Washington on Saturday condemned the Assad regime “in the strongest possible terms” for the strike, which activists say was carried out using surface-to-surface missiles.
The army’s deadly missile strikes were “the latest demonstrations of the Syrian regime’s ruthlessness and its lack of compassion for the Syrian people it claims to represent”, said State Department spokeswoman Victoria Nuland.
She repeated Washington’s call for Assad to step down.
“The Assad regime has no legitimacy and remains in power only through brute force,” Nuland said.
The comments from Washington came after a statement from the main opposition Syrian National Coalition announcing a boycott of talks with world powers.
Coalition chief Ahmed Moaz al-Khatib said the group’s withdrawal from meetings abroad was “a message of protest to all governments of the world” who were merely looking on as the Syrian people were being killed.
In Paris, a foreign ministry spokeswoman confirmed that Voisin, 38, had died, after he suffered head and arm injuries from shrapnel when a shell exploded near the northwest Syrian province of Idlib.
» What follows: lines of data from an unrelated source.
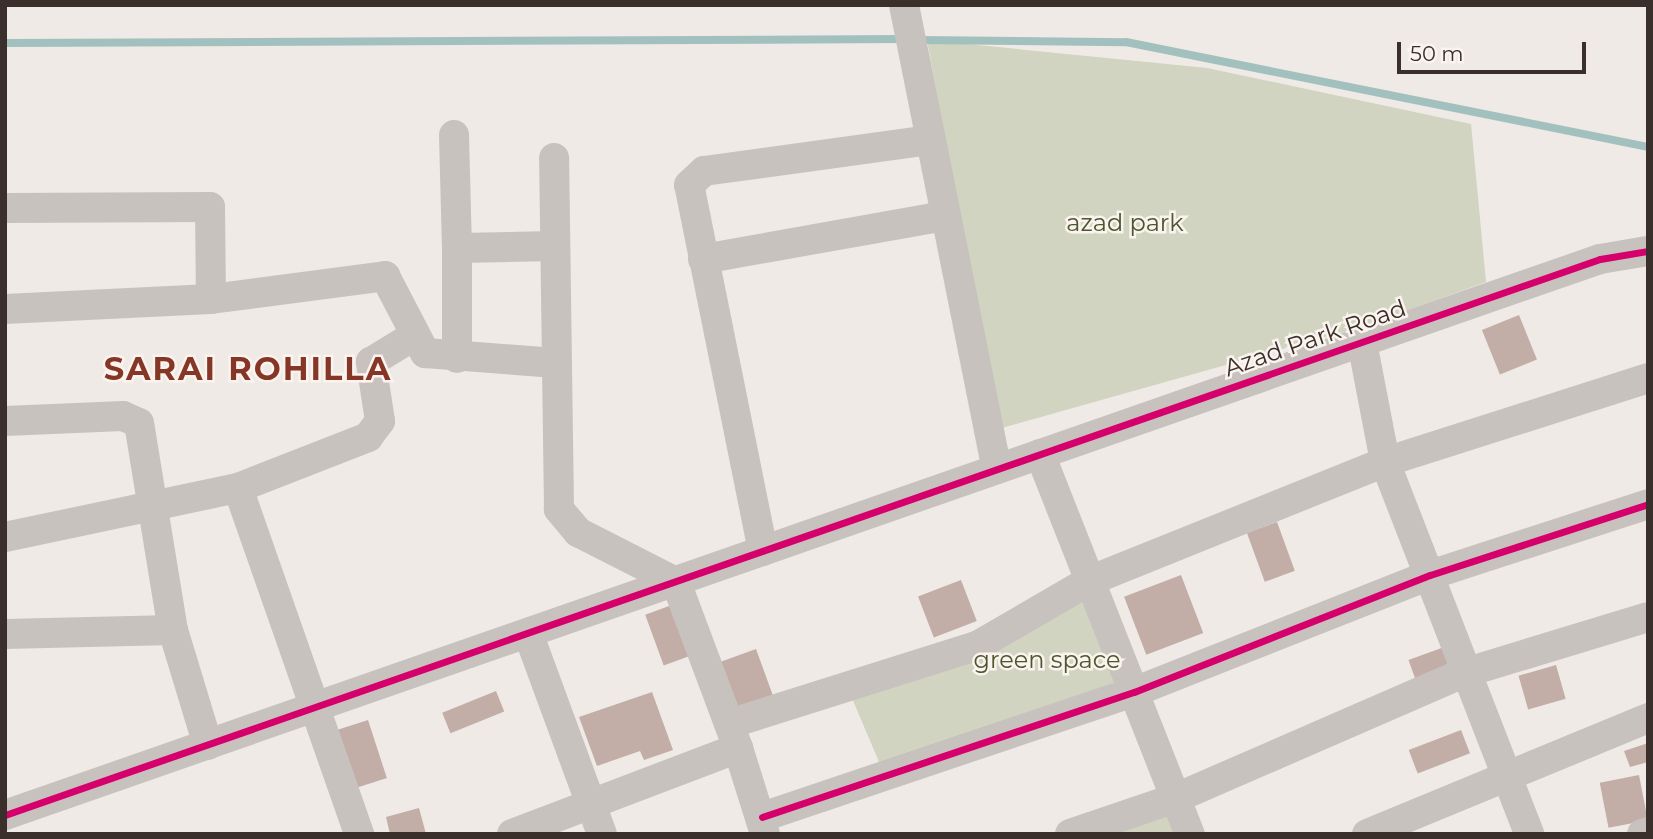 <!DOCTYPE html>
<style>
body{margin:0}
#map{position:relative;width:1653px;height:839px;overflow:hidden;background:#efeae5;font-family:Montserrat,sans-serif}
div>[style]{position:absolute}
.green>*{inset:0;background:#d1d4c0;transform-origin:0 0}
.stream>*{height:8px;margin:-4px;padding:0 4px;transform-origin:4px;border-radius:4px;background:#a2c1be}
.building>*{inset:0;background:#c2ada7;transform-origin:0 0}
.street>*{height:30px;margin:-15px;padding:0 15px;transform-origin:15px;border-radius:15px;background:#c8c2be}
.cycleway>*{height:7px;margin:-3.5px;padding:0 3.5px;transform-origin:3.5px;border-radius:3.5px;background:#d6006c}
span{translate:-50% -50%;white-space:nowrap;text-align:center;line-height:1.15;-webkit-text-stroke:5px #faf3ee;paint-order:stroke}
.park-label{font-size:24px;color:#4c5730}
.street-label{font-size:24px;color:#3a2f2b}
.district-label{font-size:32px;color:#863627;font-weight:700;letter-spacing:2px}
.frame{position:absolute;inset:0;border:7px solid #3a2f2b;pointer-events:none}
.scale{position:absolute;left:1397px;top:42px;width:189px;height:32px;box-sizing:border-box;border:4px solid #3a2f2b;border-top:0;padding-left:9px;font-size:21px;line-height:24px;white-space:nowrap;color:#3a2f2b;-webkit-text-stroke:5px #faf3ee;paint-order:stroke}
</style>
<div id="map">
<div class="green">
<div style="clip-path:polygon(927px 40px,1207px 68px,1471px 124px,1486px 282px,1361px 327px,998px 429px)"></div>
<div style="left:1082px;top:590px;width:104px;height:254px;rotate:67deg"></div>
<div style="clip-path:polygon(1169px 813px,1178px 834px,1102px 834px)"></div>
</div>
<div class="stream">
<div style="left:918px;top:40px;width:208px;rotate:0.6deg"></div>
<div style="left:1126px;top:42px;width:532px;rotate:11.37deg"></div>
<div style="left:5px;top:43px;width:900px;rotate:-0.25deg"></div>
</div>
<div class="building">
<div style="left:1519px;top:315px;width:48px;height:40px;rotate:68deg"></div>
<div style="left:1277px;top:522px;width:52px;height:32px;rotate:70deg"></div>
<div style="left:1181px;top:575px;width:62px;height:61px;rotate:69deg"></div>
<div style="left:961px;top:580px;width:44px;height:46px;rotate:69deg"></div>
<div style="left:680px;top:602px;width:54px;height:37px;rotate:70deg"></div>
<div style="left:1447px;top:646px;width:27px;height:41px;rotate:70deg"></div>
<div style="left:756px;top:649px;width:51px;height:44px;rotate:70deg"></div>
<div style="left:1556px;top:665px;width:35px;height:39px;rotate:74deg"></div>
<div style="left:496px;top:691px;width:22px;height:58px;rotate:68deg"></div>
<div style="clip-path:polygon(652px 692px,673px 750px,644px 760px,640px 751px,597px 766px,579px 717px)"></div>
<div style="left:368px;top:720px;width:61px;height:44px;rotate:72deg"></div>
<div style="left:1461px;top:730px;width:25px;height:56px;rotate:69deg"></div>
<div style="clip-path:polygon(1648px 743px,1648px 762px,1630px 767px,1624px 751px)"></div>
<div style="left:1639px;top:775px;width:46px;height:40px;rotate:79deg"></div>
<div style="clip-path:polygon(419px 808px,426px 834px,390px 834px,386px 817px)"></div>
</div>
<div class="street">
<div style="left:904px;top:5px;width:473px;rotate:78.7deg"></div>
<div style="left:454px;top:135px;width:113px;rotate:88.5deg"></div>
<div style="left:457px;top:248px;width:98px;rotate:-1.2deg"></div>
<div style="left:5px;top:208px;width:205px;rotate:-0.3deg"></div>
<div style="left:210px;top:207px;width:92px;rotate:89.4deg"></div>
<div style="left:457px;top:248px;width:110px;rotate:90deg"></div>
<div style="left:703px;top:259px;width:246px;rotate:-10.1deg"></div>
<div style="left:5px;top:309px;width:206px;rotate:-2.8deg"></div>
<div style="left:211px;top:299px;width:176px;rotate:-7.5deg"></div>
<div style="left:385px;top:276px;width:87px;rotate:62.5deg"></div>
<div style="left:425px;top:353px;width:131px;rotate:4.4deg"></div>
<div style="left:1362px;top:342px;width:122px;rotate:79.1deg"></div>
<div style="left:1385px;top:462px;width:399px;rotate:68.8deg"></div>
<div style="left:5px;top:421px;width:118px;rotate:-2.4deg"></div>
<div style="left:123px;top:416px;width:17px;rotate:24deg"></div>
<div style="left:139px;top:423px;width:210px;rotate:80.7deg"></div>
<div style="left:173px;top:630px;width:168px;rotate:178.6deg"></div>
<div style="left:1040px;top:454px;width:409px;rotate:68.5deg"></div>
<div style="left:238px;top:488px;width:367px;rotate:70.7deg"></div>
<div style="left:5px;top:537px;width:238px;rotate:-11.9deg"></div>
<div style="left:238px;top:488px;width:140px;rotate:-21.4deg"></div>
<div style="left:368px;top:437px;width:20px;rotate:-53deg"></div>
<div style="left:380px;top:421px;width:60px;rotate:-98.7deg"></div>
<div style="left:371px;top:362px;width:48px;rotate:-31.4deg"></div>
<div style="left:763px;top:551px;width:373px;rotate:-101.4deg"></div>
<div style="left:689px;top:185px;width:21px;rotate:-43deg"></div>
<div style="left:704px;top:171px;width:227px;rotate:-7.8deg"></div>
<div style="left:173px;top:630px;width:120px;rotate:73.1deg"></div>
<div style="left:528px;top:633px;width:214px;rotate:69.8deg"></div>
<div style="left:729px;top:724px;width:260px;rotate:-17.5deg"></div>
<div style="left:977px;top:646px;width:129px;rotate:-30.1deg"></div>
<div style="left:1089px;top:581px;width:319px;rotate:-21.9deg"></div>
<div style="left:1385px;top:462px;width:276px;rotate:-17.7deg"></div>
<div style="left:738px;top:748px;width:90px;rotate:72.6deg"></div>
<div style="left:5px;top:815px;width:1689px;rotate:-19.22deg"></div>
<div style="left:1600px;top:259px;width:49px;rotate:-9.5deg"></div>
<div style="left:762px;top:817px;width:392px;rotate:-18.6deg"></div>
<div style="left:1134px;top:692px;width:318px;rotate:-21.6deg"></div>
<div style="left:1430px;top:575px;width:229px;rotate:-18deg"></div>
<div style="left:512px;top:834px;width:242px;rotate:-20.8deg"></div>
<div style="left:738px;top:748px;width:177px;rotate:-110.5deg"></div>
<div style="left:676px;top:582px;width:110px;rotate:-153deg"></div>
<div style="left:578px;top:532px;width:30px;rotate:-130deg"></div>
<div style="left:559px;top:509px;width:351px;rotate:-90.8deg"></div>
<div style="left:1070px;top:834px;width:112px;rotate:-18.8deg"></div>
<div style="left:1176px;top:798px;width:314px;rotate:-23.5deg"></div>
<div style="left:1464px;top:673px;width:192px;rotate:-16.9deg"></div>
<div style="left:1367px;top:834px;width:304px;rotate:-22.4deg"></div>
<div style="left:1642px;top:834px;width:6px;rotate:-18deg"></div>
</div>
<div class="cycleway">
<div style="left:5px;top:815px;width:1689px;rotate:-19.22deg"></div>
<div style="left:1600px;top:259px;width:49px;rotate:-9.5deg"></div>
<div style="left:762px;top:817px;width:392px;rotate:-18.6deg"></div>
<div style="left:1134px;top:692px;width:318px;rotate:-21.6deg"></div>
<div style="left:1430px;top:575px;width:229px;rotate:-18deg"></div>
</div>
<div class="park-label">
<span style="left:1125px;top:223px">azad park</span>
<span style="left:1047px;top:660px">green space</span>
</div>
<div class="street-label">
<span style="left:1315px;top:338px;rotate:-19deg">Azad Park Road</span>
</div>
<div class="district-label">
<span style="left:248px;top:369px">SARAI ROHILLA</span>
</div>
<div class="frame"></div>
<div class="scale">50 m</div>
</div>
Turkish surgeons has operated on the photographer on Friday in the border city of Antakya.
His pictures have been published in major French and British newspapers and he collaborated with AFP in January, providing about a dozen pictures from Aleppo.
Violence meanwhile raged in several Syrian flashpoints, according to the Observatory.
In northern Syria, rebels closed in on a police academy in the town of Khan al-Assal in Aleppo province, as warplanes bombarded their positions there, the watchdog said.
“Should they take the academy building, the whole of northern Aleppo province will fall out of regime control,” said Observatory director Rami Abdel Rahman.
The rebels already have large swathes of northern Syria under their control, chiefly Idlib province to the northwest, Raqa and Hasake east of Aleppo.
The army also used tanks to shell the Tariq al-Bab district in eastern Aleppo city, the Observatory said, just two days after dropping three powerful missiles there.